While hurricanes, managerial instability and problems have crippled IAG’s local rival, QBE repeatedly in the US and South America in recent years, apart from local storms and the NZ earthquakes back in 20110-11, IAG has mostly avoided following those potholes of financial underperformance or worse, great big losses.
Yesterday it slipped in a $50 million write down (nowhere as big as the billion plus announced by QBE in last month, and next week) as it prepares to pull the plug on its modest Asian empire and expansion plans.
The country’s largest general insurer said yesterday first-half insurance profit rose 23.5% to $551 million helped by rate increases in commercial and consumer lines, and some volume growth in its motor vehicle division.
The result was up from $446 million from the year before
Investors ignored the write down and pushed the shares up 3.1% to $7.50.

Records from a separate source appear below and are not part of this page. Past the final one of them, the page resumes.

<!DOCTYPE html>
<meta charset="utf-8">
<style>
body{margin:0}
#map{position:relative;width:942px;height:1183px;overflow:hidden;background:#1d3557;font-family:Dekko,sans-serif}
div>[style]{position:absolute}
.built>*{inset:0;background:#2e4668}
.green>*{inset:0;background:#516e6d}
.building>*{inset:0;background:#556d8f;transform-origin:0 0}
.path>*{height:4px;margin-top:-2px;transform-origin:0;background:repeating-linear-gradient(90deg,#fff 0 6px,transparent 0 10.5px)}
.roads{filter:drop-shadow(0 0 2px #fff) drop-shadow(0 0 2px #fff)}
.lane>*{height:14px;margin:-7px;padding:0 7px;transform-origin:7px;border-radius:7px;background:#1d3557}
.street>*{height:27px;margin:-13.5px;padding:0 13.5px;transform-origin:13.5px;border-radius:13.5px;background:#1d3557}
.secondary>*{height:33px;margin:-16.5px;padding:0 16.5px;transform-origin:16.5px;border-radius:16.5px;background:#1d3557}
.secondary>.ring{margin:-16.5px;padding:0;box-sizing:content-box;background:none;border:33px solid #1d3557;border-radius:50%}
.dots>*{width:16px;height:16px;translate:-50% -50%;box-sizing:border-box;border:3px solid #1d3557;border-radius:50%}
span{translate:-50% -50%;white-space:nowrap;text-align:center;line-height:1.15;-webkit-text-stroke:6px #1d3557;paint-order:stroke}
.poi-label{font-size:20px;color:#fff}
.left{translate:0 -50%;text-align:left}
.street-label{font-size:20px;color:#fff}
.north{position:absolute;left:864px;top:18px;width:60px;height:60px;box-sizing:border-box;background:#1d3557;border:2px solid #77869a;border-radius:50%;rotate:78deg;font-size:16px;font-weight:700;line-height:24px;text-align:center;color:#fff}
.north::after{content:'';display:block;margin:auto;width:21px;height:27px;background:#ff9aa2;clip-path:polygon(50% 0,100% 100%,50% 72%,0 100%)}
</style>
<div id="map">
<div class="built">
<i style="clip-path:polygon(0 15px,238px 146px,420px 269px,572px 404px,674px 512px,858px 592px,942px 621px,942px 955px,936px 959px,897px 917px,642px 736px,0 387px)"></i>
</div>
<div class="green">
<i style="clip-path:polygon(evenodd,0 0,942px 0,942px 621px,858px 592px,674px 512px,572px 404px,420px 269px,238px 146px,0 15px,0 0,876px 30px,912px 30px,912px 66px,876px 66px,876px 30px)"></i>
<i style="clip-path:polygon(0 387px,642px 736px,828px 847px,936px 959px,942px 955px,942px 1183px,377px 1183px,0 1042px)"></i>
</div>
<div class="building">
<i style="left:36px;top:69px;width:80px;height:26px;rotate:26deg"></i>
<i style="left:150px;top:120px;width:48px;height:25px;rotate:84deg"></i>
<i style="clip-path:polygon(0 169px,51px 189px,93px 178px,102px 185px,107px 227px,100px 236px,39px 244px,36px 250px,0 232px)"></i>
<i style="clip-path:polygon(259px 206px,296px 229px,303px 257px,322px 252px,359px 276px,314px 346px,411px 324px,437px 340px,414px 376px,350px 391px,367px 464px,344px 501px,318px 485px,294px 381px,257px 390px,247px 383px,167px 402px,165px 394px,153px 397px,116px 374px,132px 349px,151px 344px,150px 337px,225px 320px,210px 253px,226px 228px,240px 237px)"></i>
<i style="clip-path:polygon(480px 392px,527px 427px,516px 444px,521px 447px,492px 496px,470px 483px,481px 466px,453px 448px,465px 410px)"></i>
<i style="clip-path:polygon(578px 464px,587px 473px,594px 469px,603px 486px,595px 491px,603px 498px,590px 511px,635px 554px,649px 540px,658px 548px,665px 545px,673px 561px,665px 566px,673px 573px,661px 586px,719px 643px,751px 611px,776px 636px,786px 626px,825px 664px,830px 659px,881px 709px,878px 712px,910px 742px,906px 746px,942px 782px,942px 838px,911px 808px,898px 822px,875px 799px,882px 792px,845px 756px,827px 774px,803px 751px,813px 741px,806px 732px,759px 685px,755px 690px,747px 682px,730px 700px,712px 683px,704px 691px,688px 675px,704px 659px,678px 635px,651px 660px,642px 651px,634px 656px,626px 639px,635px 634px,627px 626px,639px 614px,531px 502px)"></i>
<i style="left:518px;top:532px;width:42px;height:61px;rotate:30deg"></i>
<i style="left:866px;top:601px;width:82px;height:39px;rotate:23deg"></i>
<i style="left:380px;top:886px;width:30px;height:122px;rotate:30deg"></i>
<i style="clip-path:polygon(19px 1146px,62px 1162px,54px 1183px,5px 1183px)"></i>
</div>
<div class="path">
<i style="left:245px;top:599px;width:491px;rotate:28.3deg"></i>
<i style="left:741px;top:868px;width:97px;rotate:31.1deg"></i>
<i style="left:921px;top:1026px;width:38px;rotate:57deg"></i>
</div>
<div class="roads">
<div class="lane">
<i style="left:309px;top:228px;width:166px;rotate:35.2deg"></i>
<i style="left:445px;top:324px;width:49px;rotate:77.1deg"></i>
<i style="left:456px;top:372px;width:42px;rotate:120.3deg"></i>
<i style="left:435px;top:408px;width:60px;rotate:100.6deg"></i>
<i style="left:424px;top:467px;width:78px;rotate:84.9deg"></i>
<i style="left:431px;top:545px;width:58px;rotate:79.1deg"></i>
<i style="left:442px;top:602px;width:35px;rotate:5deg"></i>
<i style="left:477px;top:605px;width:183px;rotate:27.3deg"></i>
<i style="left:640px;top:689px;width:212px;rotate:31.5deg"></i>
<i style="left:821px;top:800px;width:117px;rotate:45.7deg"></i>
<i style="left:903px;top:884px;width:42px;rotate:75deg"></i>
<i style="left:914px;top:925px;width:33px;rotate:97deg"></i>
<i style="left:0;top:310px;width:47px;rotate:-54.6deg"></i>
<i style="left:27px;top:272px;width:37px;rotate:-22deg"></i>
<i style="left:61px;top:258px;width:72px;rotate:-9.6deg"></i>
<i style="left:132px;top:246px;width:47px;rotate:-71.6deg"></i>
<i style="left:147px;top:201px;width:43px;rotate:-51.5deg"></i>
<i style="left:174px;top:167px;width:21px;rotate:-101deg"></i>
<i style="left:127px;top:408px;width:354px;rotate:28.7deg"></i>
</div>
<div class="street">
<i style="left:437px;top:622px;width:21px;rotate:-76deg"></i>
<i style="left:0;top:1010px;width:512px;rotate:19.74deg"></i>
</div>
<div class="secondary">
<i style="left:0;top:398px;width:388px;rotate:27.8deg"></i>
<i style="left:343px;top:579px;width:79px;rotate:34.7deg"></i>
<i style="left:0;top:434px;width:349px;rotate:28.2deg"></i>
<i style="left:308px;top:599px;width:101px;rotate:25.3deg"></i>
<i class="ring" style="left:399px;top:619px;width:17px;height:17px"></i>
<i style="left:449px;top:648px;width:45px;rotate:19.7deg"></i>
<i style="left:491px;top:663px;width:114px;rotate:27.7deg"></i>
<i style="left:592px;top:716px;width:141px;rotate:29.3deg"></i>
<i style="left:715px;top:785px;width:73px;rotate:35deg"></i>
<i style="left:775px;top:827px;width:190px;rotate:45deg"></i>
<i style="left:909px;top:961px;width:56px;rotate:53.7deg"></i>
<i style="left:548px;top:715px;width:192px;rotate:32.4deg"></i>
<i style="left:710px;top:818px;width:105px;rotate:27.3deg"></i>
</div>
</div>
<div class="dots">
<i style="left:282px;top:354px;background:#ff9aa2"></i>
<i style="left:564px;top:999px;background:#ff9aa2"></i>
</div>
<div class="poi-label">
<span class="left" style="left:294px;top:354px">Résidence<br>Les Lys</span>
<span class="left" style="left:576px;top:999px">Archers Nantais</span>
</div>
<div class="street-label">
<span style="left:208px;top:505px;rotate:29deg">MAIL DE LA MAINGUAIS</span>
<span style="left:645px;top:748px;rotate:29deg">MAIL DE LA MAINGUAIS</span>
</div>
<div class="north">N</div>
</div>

Revenue also rose 1.1% from the year-earlier period to $8.27 billion and IAG has revised higher its full-year reported margin guidance to 15.5% – 17.5% based on a positive revision to expected reserve releases.
The first half saw the insurance margin jump to 17.3% from 13.5% for the first half of 2016-17. That is why earnings rose sharply and why the company could take the Asian write down without damaging profit growth.
Australia’s largest insurer by market share saw its gross written premium grow by 0.6% to $5.83 billion and reaffirmed a "low single digit" GWP growth expectation.
It also signalled that it is looking to pull out of its small Asian operations, unveiling a “strategic review” which could see it sell off these businesses after it said there were “limited” opportunities for growth.
The results also included a $50 million write-down following a review of the value of its Asian businesses. “We have always taken a measured approach to Asia and we believe this is the right time to review the immediate and longer term strategic options for our individual Asian businesses given the limited expansion opportunities,” said CEO Peter Harmer.
IAG has businesses in Thailand, Vietnam, Indonesia, Malaysia and India, which collectively make up just 3% of the group’s gross written premium of nearly $12 billion a year.
Interim dividend was raised by a modest one cents to 14 cents a share, so there’s no largesse at IAG so far as rewarding shareholders. It was a dividend rise more in keeping with a far more modest result.